Część polityków Platformy zaczyna się orientować na Rafała Trzaskowskiego, bo jest bardziej wyrazistym liderem od Borysa Budki. Nie wykluczają, że do czasu wyborów zmieni się szef partii.

– Na początku roku Platformę czeka konflikt ideowy – zapowiada polityk sympatyzujący z Rafałem Trzaskowskim. Jego zdaniem protesty Strajku Kobiet i zbliżająca się rocznica dwudziestolecia partii, będą zmuszały jej liderów do obrania kierunku, jakim dalej PO powinna podążać.

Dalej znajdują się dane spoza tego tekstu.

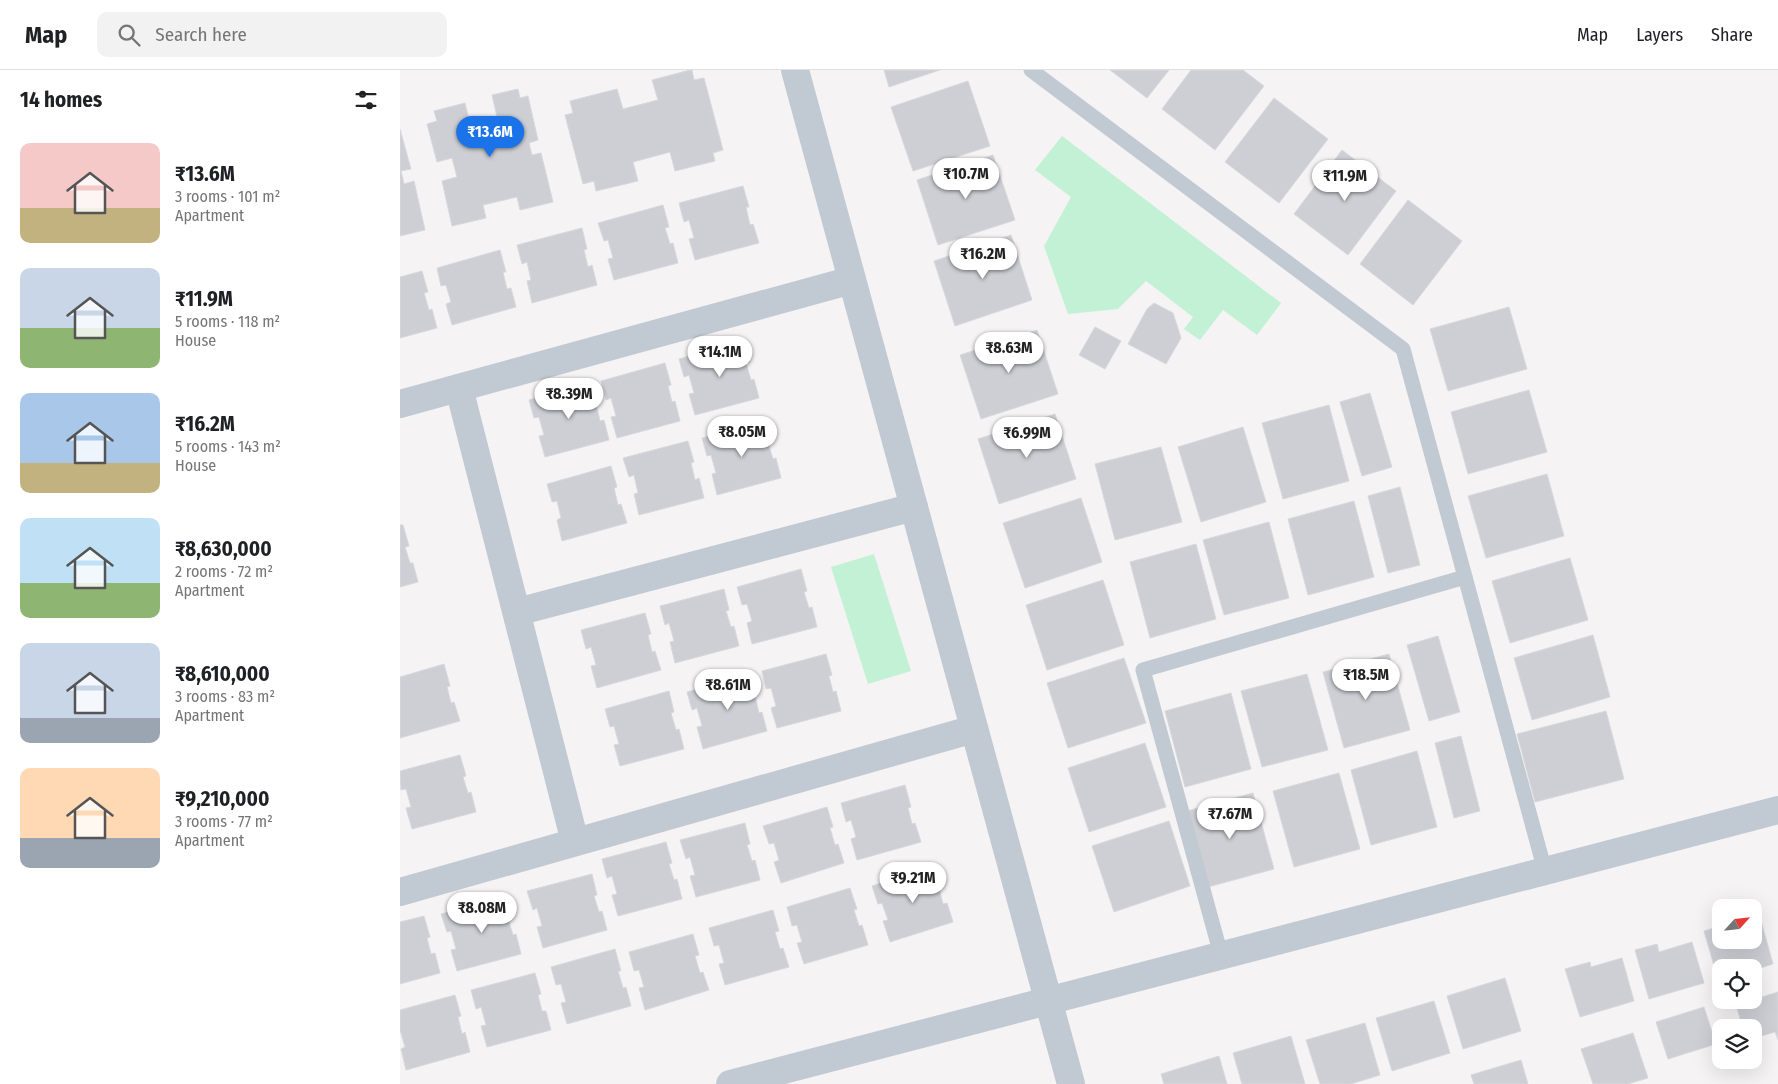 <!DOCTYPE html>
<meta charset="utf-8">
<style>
:root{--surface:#fff;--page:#f2f2f2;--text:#202124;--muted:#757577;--line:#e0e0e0;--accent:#1a73e8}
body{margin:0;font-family:"Fira Sans Condensed",sans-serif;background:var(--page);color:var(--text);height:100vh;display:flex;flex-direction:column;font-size:19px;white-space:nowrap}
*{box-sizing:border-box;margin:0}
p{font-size:16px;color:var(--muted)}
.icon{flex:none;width:28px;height:28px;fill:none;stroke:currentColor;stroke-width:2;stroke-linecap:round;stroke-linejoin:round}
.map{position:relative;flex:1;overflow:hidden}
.sheet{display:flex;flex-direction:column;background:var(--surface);width:400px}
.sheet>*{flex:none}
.needle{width:32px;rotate:63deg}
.controls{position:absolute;left:1312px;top:829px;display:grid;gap:10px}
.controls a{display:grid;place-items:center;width:50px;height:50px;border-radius:10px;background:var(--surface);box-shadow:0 5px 20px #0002;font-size:25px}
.price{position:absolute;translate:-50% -42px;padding:0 11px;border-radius:18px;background:#fff;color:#222;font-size:16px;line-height:32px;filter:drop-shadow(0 1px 2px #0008)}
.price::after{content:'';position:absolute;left:50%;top:30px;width:15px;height:11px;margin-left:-8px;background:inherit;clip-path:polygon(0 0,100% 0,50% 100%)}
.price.current{background:var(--accent);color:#fff}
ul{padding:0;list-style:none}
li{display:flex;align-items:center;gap:15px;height:125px;padding:0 20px}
li span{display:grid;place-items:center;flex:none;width:140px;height:100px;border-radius:10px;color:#555}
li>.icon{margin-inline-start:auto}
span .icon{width:60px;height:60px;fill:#fffc;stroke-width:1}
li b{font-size:21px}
h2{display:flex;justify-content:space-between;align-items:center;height:60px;padding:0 20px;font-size:21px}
header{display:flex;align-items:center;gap:30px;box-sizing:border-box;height:70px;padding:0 25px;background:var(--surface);border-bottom:1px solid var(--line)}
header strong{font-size:24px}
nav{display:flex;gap:28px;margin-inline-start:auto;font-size:18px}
.search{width:350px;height:45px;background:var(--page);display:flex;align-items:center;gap:12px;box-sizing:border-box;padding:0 18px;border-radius:10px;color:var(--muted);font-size:19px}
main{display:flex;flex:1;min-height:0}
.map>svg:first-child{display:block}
</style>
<header>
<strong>Map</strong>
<div class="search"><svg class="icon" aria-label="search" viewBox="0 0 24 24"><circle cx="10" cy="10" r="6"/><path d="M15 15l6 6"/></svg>Search here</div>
<nav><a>Map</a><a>Layers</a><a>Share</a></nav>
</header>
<main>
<section class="sheet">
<h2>14 homes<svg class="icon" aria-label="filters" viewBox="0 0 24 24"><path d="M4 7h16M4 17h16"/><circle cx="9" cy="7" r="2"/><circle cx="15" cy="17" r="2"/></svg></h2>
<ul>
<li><span style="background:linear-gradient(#f6c9c9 65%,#c2b280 0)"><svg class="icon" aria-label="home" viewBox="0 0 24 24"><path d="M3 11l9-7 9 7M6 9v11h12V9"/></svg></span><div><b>₹13.6M</b><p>3 rooms · 101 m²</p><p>Apartment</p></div></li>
<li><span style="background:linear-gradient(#c9d6e8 60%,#8fb573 0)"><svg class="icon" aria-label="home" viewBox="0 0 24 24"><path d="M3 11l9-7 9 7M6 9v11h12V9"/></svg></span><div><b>₹11.9M</b><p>5 rooms · 118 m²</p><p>House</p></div></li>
<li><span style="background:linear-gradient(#a9c7e8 70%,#c2b280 0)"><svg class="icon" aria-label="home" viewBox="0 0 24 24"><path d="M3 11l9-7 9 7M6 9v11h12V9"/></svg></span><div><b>₹16.2M</b><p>5 rooms · 143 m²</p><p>House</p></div></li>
<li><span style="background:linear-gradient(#bfe0f5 65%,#8fb573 0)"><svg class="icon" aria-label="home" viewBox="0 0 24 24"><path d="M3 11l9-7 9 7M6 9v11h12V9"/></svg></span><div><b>₹8,630,000</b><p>2 rooms · 72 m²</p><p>Apartment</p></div></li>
<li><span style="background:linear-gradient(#c9d6e8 75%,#9aa5b1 0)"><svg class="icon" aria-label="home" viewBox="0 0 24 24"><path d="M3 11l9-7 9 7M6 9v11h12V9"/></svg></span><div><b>₹8,610,000</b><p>3 rooms · 83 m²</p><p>Apartment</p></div></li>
<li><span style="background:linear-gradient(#ffd9b3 70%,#9aa5b1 0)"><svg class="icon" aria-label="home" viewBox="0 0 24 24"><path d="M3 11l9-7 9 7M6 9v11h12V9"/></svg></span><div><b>₹9,210,000</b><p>3 rooms · 77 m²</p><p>Apartment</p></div></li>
</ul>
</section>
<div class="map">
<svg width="1378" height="1014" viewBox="0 0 1378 1014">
<rect width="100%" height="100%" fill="#f5f3f3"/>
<g fill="#c3f1d5">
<path d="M 662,66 L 881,233 L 857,265 L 823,240 L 800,270 L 784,259 L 793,247 L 746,211 L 718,239 L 668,244 L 644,176 L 671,127 L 635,100 Z"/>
<path d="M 474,484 L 511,601 L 468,614 L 431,497 Z"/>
</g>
<g fill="#cdcfd5" stroke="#d7d9de">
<path d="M 290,0 L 292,0 L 294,10 L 304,8 L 323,80 L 313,83 L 315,91 L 275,101 L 270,82 L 233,92 L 238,111 L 196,121 L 194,111 L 183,114 L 165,45 L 173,43 L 170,31 L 217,19 L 223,39 L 258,30 L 252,10 Z"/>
<path d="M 484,0 L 540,0 L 489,17 Z"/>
<path d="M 710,0 L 769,0 L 747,28 Z"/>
<path d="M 791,0 L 843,0 L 864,16 L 815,80 L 762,39 Z"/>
<path d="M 568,11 L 590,76 L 513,101 L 491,37 Z"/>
<path d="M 118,19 L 120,28 L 128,26 L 138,70 L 129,73 L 132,85 L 141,83 L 153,132 L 120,140 L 117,127 L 83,135 L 86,148 L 52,156 L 42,111 L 57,107 L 52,88 L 37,92 L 27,54 L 37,51 L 34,41 L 65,33 L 71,58 L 98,51 L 92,25 Z"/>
<path d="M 874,28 L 928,69 L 879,133 L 825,92 Z"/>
<path d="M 0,59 L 11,99 L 1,101 L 4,114 L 14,111 L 25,160 L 0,166 Z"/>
<path d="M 942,80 L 996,121 L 948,185 L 894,144 Z"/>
<path d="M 593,85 L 615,150 L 538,175 L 517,110 Z"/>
<path d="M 343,116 L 349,137 L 346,137 L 350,155 L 353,154 L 359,173 L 295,190 L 289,169 L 294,168 L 289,150 L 284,152 L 279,133 Z"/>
<path d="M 1008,130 L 1062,171 L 1013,235 L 960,194 Z"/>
<path d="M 263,135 L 269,157 L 265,158 L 270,174 L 273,173 L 278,193 L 214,210 L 208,189 L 213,188 L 208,170 L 204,171 L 198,153 Z"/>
<path d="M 182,158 L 187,179 L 184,180 L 188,197 L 192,195 L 197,215 L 132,233 L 127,211 L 131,210 L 127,192 L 122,194 L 117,175 Z"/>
<path d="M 611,165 L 632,230 L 555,256 L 534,191 Z"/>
<path d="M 100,180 L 106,202 L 103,202 L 107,219 L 111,218 L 116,237 L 52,255 L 46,234 L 51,232 L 46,215 L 41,216 L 37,198 Z"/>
<path d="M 22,201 L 28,222 L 24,223 L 29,240 L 32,239 L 37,258 L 0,268 L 0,207 Z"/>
<path d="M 754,233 L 773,243 L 781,268 L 766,294 L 728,274 L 747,239 Z"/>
<path d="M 1109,237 L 1127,299 L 1048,321 L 1030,259 Z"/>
<path d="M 695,257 L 721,271 L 705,299 L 679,285 Z"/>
<path d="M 637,260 L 658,324 L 581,349 L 560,285 Z"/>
<path d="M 343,271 L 350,292 L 346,293 L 351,310 L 354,309 L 359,328 L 295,345 L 289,324 L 294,323 L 289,305 L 284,307 L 279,289 Z"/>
<path d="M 265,293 L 271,315 L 268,316 L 272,332 L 275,331 L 280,351 L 217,368 L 211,347 L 216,346 L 211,328 L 206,330 L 201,311 Z"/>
<path d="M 193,313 L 199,333 L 196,334 L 200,351 L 204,350 L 209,370 L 145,387 L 139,366 L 144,365 L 139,347 L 134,348 L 129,330 Z"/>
<path d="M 1129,320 L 1147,382 L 1068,404 L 1051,342 Z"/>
<path d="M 970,323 L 992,397 L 962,406 L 940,332 Z"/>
<path d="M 929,335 L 949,411 L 883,429 L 862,353 Z"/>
<path d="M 655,344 L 676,409 L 599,434 L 578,369 Z"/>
<path d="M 366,350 L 372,372 L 368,373 L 373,389 L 376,388 L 381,408 L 317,425 L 312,404 L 316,403 L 311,385 L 307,386 L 302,368 Z"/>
<path d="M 843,357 L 866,432 L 801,452 L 778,377 Z"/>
<path d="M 288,371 L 294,392 L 291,393 L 295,410 L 299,408 L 304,428 L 239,445 L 234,424 L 238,423 L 234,405 L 229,407 L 223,388 Z"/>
<path d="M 761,377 L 782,452 L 715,470 L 695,394 Z"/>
<path d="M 211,396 L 217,417 L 214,418 L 218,435 L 221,434 L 227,453 L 162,471 L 157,450 L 161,448 L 157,431 L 152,432 L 147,414 Z"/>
<path d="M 1147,404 L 1164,466 L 1086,488 L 1068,426 Z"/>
<path d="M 1000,417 L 1020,495 L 988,503 L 968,426 Z"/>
<path d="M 681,428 L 702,492 L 625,518 L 603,453 Z"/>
<path d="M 954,431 L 974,507 L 908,525 L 888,449 Z"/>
<path d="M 869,452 L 889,528 L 824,545 L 803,470 Z"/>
<path d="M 0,455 L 3,455 L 9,476 L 5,477 L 10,493 L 13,493 L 18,512 L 0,517 Z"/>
<path d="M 796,474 L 816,549 L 750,568 L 730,492 Z"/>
<path d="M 1170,488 L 1188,550 L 1110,573 L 1092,511 Z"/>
<path d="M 401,499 L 407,521 L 404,522 L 409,538 L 412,537 L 417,557 L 352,574 L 347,553 L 352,551 L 347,534 L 342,535 L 337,517 Z"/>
<path d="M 703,510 L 724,575 L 647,600 L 626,535 Z"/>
<path d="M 324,519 L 329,540 L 326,541 L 331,557 L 334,556 L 339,576 L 275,593 L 270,572 L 274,571 L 269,553 L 265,555 L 260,536 Z"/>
<path d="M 245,543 L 251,564 L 248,565 L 252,582 L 255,581 L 261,600 L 197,618 L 191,596 L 196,595 L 191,577 L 186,579 L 181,560 Z"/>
<path d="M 1193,565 L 1210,627 L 1132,650 L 1114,588 Z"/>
<path d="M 1038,566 L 1060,642 L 1029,651 L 1007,575 Z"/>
<path d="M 426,584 L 432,605 L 429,606 L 433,622 L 436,621 L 441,641 L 377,658 L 371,638 L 376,636 L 371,618 L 366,619 L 362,601 Z"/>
<path d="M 989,584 L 1010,660 L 944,678 L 923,602 Z"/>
<path d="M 724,588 L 746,653 L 668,678 L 647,613 Z"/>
<path d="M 44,594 L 50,616 L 47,617 L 51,633 L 54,632 L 60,651 L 0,668 L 0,607 Z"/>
<path d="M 352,604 L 358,625 L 355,626 L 359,643 L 362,642 L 367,661 L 303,679 L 297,657 L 302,656 L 297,638 L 292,640 L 287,622 Z"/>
<path d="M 907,604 L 928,680 L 862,697 L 841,621 Z"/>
<path d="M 269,621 L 274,642 L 271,643 L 276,660 L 279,659 L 284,679 L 220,696 L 214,675 L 219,674 L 214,656 L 210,657 L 205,639 Z"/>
<path d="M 831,623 L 851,699 L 785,717 L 765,641 Z"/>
<path d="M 1206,641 L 1224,709 L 1135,732 L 1117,664 Z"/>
<path d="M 1061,666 L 1080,741 L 1054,748 L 1035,673 Z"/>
<path d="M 745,673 L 766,737 L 689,762 L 668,698 Z"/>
<path d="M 1017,681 L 1037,757 L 971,775 L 951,700 Z"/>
<path d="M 60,685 L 66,706 L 63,707 L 68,723 L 71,722 L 76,742 L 12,759 L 6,738 L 11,737 L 6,719 L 1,720 L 0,701 Z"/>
<path d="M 939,703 L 960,779 L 894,797 L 873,721 Z"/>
<path d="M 505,715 L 511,737 L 508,738 L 512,754 L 515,753 L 521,772 L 457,790 L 451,769 L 456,767 L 451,750 L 446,752 L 441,733 Z"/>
<path d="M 853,723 L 874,799 L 808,817 L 787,741 Z"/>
<path d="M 427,737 L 433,757 L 430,758 L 435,775 L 438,774 L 444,793 L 381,813 L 374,792 L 379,790 L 374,773 L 369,774 L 363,756 Z"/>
<path d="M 769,751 L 790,816 L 714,842 L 692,776 Z"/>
<path d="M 345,753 L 350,774 L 347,775 L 352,791 L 355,790 L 360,810 L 296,827 L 290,806 L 295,805 L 290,787 L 286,789 L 280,770 Z"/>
<path d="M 266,772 L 272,793 L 269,794 L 274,810 L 277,809 L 282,829 L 218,846 L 212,825 L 217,824 L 212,806 L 207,808 L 202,789 Z"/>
<path d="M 535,796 L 542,817 L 539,818 L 543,834 L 547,833 L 553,852 L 490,872 L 483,851 L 488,850 L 482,833 L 478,834 L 472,816 Z"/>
<path d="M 192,804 L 197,825 L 194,826 L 199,842 L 202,841 L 207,860 L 143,878 L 137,857 L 142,856 L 137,838 L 133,840 L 127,821 Z"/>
<path d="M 450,818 L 457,839 L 454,840 L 459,856 L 462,855 L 468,875 L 404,894 L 397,873 L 402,872 L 397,855 L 392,856 L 387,837 Z"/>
<path d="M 106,827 L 112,848 L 108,849 L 113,865 L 116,864 L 121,884 L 57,901 L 51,880 L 56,879 L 51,861 L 47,862 L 41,844 Z"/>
<path d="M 373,840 L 379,861 L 375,862 L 380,879 L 383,878 L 389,897 L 325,915 L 319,894 L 324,893 L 319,875 L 314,876 L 309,858 Z"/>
<path d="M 24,846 L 30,867 L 27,868 L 31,884 L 35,883 L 40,903 L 0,914 L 0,852 Z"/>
<path d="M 1361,851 L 1373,894 L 1354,900 L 1354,898 L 1321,898 L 1321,908 L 1318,909 L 1304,861 L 1321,856 L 1321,870 L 1354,870 L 1354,853 Z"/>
<path d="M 293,864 L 299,885 L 295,886 L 300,903 L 303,902 L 309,920 L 245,940 L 239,918 L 244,917 L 239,900 L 234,901 L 229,882 Z"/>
<path d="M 1292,872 L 1304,913 L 1249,929 L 1235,880 L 1257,874 L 1259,882 Z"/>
<path d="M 215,879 L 221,901 L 218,901 L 223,918 L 226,917 L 231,936 L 167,954 L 161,933 L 166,932 L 161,914 L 156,915 L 151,897 Z"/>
<path d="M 1222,888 L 1234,931 L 1180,947 L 1165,899 L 1190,892 L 1191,897 Z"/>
<path d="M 135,903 L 141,924 L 138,925 L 142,941 L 146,941 L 151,960 L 87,977 L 81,956 L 86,955 L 81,937 L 76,939 L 71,920 Z"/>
<path d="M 1105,908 L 1121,961 L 1063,979 L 1047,926 Z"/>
<path d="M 1378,922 L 1378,970 L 1375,962 L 1354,968 L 1354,958 L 1343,958 L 1336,935 Z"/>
<path d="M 55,925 L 61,946 L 58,947 L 62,964 L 65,962 L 70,982 L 6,1000 L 1,979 L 5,977 L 0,960 L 0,940 Z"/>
<path d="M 1034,931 L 1050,983 L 992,1001 L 976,948 Z"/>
<path d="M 1304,937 L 1316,974 L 1268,989 L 1256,952 Z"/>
<path d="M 965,953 L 980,1005 L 951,1014 L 920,1014 L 906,970 Z"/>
<path d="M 1233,963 L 1248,1008 L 1228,1014 L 1193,1014 L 1181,979 Z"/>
<path d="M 891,966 L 905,1014 L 842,1014 L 833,983 Z"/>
<path d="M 819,986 L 827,1014 L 764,1014 L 761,1004 Z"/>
<path d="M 1121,990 L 1128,1014 L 1074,1014 L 1071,1005 Z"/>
</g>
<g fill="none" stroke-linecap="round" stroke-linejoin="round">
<g stroke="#c1cad2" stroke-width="15">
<path d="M 631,0 L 1003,279 L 1145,801"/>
<path d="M 821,885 L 743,600 L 1065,507"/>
</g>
<g stroke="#c1cad2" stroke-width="28">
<path d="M 395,0 L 671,1014"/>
<path d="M 59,318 L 175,772"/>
<path d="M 0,334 L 452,210"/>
<path d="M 117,542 L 514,437"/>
<path d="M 0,822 L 574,659"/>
<path d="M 330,1014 L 1378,740"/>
</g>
</g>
</svg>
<div class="controls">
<a><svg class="needle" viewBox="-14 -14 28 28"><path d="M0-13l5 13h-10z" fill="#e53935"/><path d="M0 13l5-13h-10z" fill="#757577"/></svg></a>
<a><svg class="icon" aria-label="locate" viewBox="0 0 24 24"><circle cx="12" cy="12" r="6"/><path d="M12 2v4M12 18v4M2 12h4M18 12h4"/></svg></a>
<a><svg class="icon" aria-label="layers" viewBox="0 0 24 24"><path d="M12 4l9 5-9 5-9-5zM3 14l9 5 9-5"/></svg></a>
</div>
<b class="price current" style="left:90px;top:88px">₹13.6M</b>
<b class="price" style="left:566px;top:130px">₹10.7M</b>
<b class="price" style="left:945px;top:132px">₹11.9M</b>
<b class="price" style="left:583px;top:210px">₹16.2M</b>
<b class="price" style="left:609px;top:304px">₹8.63M</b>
<b class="price" style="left:320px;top:308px">₹14.1M</b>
<b class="price" style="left:169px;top:350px">₹8.39M</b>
<b class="price" style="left:342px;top:388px">₹8.05M</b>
<b class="price" style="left:627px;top:389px">₹6.99M</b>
<b class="price" style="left:966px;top:631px">₹18.5M</b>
<b class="price" style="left:328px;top:641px">₹8.61M</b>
<b class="price" style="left:830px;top:770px">₹7.67M</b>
<b class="price" style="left:513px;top:834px">₹9.21M</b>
<b class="price" style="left:82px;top:864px">₹8.08M</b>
</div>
</main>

– Wciąż trwają wewnętrzne dyskusje, żeby wpisać sprawy światopoglądowe do deklaracji ideowej. W kierownictwie PO jest już zgoda na związki partnerskie i poszerzenie prawa do aborcji wychodzące poza kompromis. Powstają tylko wątpliwości, czy formalizować to w zapisach deklaracji – opowiada nasz rozmówca. Nie ma jednak złudzeń, że w ostatnich miesiącach Platforma Obywatelska coraz mocniej zaznacza swój kurs w lewą stronę i z partii centrum staje się partią centro-lewicową. A to powoduje, że trwają w niej poszukiwania bardziej wyrazistego lidera. (PAP)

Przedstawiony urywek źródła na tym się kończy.